Other members of the department agreed. “Connecticut continues to see stable, sustainable growth,” said CTDOL Director of Research Patrick Flaherty. “Private sector payrolls hit new highs last month and total jobs — public and private sector — are only off their 2008 all-time high by about 700 payroll jobs.”
Still, the jobs report arrived at a moment of heightened economic uncertainty, both nationally and in Connecticut. And after a weaker summer jobs performance than expected nationally, the latest jobs numbers suggest that even with fairly stable growth, Connecticut, like other states, is facing some economic headwinds.
A persistent labor force problem
While the jobs numbers suggest a somewhat steady state for job growth a different figure — focused on the state’s labor force as a whole — tells a different story.
The labor force participation rate is used to measure how much of the working-age population in a place are actively working or looking for employment. The number is related to, but different from, the unemployment rate, which generally tracks people who are not working but are actively searching for a position. Labor force numbers, some economists argue, are a better indication of labor conditions.
Connecticut’s labor force participation rate is currently 64.6%, slightly higher than the national rate of 62.3%.
But the jobs report notes that Connecticut is continuing to see a decline in its labor force overall, as retirements rise and working-age adults move away from the state or leave the labor force for other reasons.
In August, the state’s labor force declined by 4,100. From June to August the state’s labor force declined by 10,300. A shrinking labor force can be a concerning economic indicator: if the effects are prolonged, fewer available workers can create a problem for employers and limit economic output more broadly.
This issue isn’t isolated to Connecticut, but when coupled with the state’s high cost of living and stagnant population growth that is primarily offset by international migration, the numbers are raising concerns locally.
“The labor force numbers are really concerning, with the population of those working or looking for work down 4,100 people last month alone and 12-month growth essentially flat,” Chris DePentima, president and CEO of the Connecticut Business and Industry Association, said in a statement released Thursday afternoon.
And slow job growth coupled with a declining labor force could also suggest a deeper weakening in the economy. In recent months, a number of reports have suggested that Connecticut is dealing with a persistent affordability and cost of living crisis, with families and workers noting that it is becoming more difficult to navigate life in the state.
Businesses are also feeling the squeeze, according to a recent CBIA survey, business owners are reporting dealing with rising costs and a shortage in available workers.
The national economy is also showing warning signs
The latest state jobs report comes as economic uncertainty continues to be felt across the country, with that uncertainty now being supported by recent jobs data.

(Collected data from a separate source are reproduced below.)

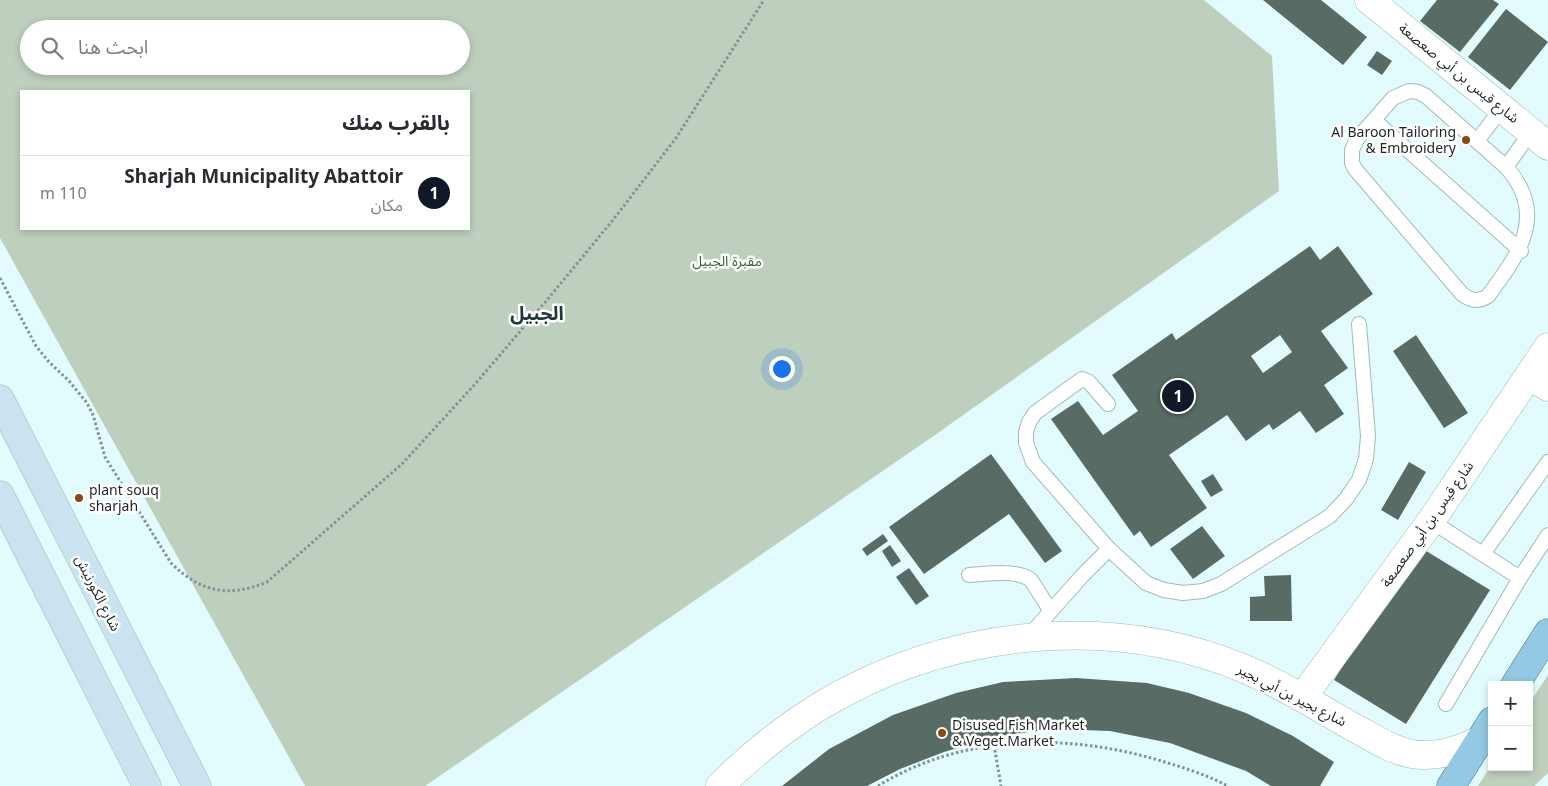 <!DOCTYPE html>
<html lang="ar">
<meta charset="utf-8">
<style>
:root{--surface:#fff;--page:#f2f2f3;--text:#2b2b33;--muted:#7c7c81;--line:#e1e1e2;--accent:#111827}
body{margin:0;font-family:"Noto Sans","Noto Sans Arabic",sans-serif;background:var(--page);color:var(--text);direction:rtl}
.controls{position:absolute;right:15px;bottom:15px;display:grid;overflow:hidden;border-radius:0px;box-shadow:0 2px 8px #0003}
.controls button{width:45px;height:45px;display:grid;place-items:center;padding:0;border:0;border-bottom:1px solid var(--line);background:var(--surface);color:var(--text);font:25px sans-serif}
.you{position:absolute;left:781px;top:368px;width:18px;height:18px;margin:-12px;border:4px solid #fff;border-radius:50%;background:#1a73e8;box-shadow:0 0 0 8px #1a73e833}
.badge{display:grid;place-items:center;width:32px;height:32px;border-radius:50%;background:var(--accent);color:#fff;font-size:16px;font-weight:700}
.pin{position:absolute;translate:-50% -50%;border:2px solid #fff;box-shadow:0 1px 5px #0006}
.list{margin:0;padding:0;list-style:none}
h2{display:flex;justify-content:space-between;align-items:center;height:65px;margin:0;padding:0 20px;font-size:21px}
h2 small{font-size:16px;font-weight:400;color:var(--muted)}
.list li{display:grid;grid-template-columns:32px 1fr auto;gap:15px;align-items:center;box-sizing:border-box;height:75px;padding:0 20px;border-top:1px solid var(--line)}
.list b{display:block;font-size:19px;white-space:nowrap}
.list p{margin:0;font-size:16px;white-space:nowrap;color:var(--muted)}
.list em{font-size:16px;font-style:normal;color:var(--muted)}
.icon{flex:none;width:28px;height:28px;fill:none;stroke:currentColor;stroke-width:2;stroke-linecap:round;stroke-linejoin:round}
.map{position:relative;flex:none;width:1548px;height:786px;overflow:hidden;direction:ltr}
.search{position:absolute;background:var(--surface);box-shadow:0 2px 8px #0003;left:20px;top:20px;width:450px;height:55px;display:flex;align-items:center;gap:12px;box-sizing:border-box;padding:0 18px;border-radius:28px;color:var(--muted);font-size:19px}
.panel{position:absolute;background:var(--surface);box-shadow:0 2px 8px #0003;left:20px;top:90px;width:450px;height:140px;border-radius:0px;direction:rtl}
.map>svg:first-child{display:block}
</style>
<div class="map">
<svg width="1548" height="786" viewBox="0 0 1548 786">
<rect width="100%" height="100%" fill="#e2fcfe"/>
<path fill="#becfbd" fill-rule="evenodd" d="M0,0h1204l68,56 7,135 -344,244 -510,351h-120l-305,-548zM29,29h432v37h-432zM21,91h448v138h-448z
M1548,675v98l-14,13h-56l14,-22v3h37v-63z"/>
<path fill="#586c65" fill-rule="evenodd" d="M1263,0h58l46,37 -24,28z
M1437,0h56l6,4 -39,48 -40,-31z
M1506,9l42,33 -38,48 -42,-33z
M1377,51l15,10 -10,14 -15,-10z
M1310,246l10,14 18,-14 35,48 -52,37 27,37 -24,17 20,29 -28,19 -16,-22 -27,19 -4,-6 -23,17 -19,-26 -58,40 38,53 -56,39 -11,-16 -6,5 -83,-117 27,-18 25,34 35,-24 -26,-36 60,-42 4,7zM1280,335l12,17 -29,21 -12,-17z
M1416,335l52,78 -24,15 -51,-77z
M991,454l71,97 -17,12 -36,-49 -85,60 -35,-47z
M1409,462l17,10 -28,48 -17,-10z
M1213,474l10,16 -12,7 -10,-16z
M1202,526l23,30 -32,23 -23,-30z
M883,534l5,7 -21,15 -5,-7z
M890,545l11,16 -9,6 -10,-16z
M1418,546l72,44 -84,134 -72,-44z
M909,568l20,28 -13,9 -20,-28z
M1291,575l1,46h-42v-24l15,-1 -1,-20z
M1076,678l71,5 42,10 57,20 47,23 41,26 -14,24h-49l-25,-15 -76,-28 -60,-12 -57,-2 -55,7 -54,16 -44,17 -33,17h-85l47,-37 64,-34 63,-22 47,-11z"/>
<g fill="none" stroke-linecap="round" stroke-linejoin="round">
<defs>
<path id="lane" d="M1409,91l9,1 8,4 80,71c42,47 14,86 -18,129 -9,6 -17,5 -26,-2l-107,-125 -3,-6v-13l5,-11 36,-41z
M1374,120l147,131
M1477,141l25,-33
M1506,167l25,-35
M1108,404l-19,-22 -7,-3 -47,34 -6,9 -3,10v11l7,19 76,87 37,34 18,7 19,3 20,-2 18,-7 109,-68 16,-17 13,-19 7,-21 2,-23 -9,-112
M1431,521l89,57
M1483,554l65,-92
M969,575c17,-1 48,-6 62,5l19,30
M1028,637l54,-61 27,-27
M1446,704l74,-126 28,-43"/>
<path id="street" d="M1369,0l179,146
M1529,375l19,12
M1302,698l129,-177 117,-174
M720,786c30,-30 62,-56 97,-78 126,-78 291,-96 428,-39 37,16 72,37 106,57 20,10 39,24 61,28 24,4 46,-3 68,-14"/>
<path id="secondary" d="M0,399l197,387
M0,495l147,291"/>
<path id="primary" d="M1515,685l33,-52
M1451,786l41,-65"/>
</defs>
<use href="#lane" stroke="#a1babb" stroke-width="16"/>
<use href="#street" stroke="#a1babb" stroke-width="29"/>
<use href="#secondary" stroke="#a1babb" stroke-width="29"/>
<use href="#primary" stroke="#3b7893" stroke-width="29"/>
<path stroke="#819394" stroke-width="3" stroke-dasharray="2.5 2.5" stroke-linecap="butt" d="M0,278l36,68 13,16 20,19 18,22 6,12 12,42 66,106c29,29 58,35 96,19l135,-118 74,-81 71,-83 66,-80 63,-82 88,-138
M994,745l7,41
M878,786c87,-54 195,-53 290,-23 20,6 41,13 60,23"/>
<use href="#lane" stroke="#fff" stroke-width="14"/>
<use href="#street" stroke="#fff" stroke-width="28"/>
<use href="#secondary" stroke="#c9e4f0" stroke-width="28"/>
<use href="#primary" stroke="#93c9e2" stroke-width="28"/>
</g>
<g fill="#894911" stroke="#fff" stroke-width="2">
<circle cx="1466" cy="140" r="5"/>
<circle cx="79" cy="498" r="5"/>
<circle cx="942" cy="733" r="5"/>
</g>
<g text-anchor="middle" stroke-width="5" stroke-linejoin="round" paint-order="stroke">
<g font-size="14" fill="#1c2526" stroke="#fff">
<text transform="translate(1459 73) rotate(39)" y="5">شارع قيس بن أبي صعصعة</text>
<text transform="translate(1427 524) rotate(-55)" y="5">شارع قيس بن أبي صعصعة</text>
<text transform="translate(98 593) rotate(63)" y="5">شارع الكورنيش</text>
<text transform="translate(1292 695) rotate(27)" y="5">شارع بجير بن أبي بجير</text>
</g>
<g font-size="14" fill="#1c2526" stroke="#fff" text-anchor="start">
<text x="1456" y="137" text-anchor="end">Al Baroon Tailoring<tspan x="1456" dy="16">&amp; Embroidery</tspan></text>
<text x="89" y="495">plant souq<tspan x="89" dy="16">sharjah</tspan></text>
<text x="952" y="730">Disused Fish Market<tspan x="952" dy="16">&amp; Veget.Market</tspan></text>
</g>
<g font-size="14" fill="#3c603b" stroke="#fff">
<text x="727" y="266">مقبرة الجبيل</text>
</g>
<g font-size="19" font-weight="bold" fill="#223738" stroke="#fff">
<text x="537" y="320">الجبيل</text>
</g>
</g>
</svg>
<div class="controls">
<button>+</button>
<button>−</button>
</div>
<div class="you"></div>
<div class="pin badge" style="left:1178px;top:396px">1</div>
<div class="search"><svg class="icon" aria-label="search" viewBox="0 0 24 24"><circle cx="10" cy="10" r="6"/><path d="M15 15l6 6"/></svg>ابحث هنا</div>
<section class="panel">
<h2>بالقرب منك<small></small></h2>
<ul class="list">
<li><span class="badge">1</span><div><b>Sharjah Municipality Abattoir</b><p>مكان</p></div><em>110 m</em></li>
</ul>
</section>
</div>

Last week, the Bureau of Labor Statistics, which tracks jobs and other related data across the country, released a preliminary report finding that national hiring numbers from March 2024 to March 2025 were overcounted by more than 900,000 jobs.
While the annual hiring numbers are usually revised, and the final numbers won’t be released until next year, the size of the recent revision was unusually large, drawing considerable attention and renewed criticism from President Donald Trump, who has previously accused the BLS of politicizing and manipulating jobs data.
The president fired the head of the BLS in August, arguing that the jobs data released that month (which showed the economy added just 22,000 jobs) “were RIGGED in order to make the Republicans, and ME, look bad.” The former agency head, Erika McEntarfer, has disavowed that argument, maintaining that her role was nonpartisan in nature.
When the jobs revision came out earlier this month, the White House said in a statement that “the economy President Trump inherited was even weaker than we thought,” adding that “job growth was lackluster under Biden.”
Concerns over the economy have intensified in recent months, as businesses continue to navigate shifting federal policies on immigration, a reduction in the federal workforce, and changes in tariffs and trade policy. Slower than expected job growth, the news of some job declines, and more job seekers than available positions in the labor market are adding to those concerns.
The weakening labor market has led to efforts to stabilize the economy. The Federal Reserve cut the federal funds rate this week, and has signaled that it may reduce rates further in the coming months in the hopes of boosting the economy.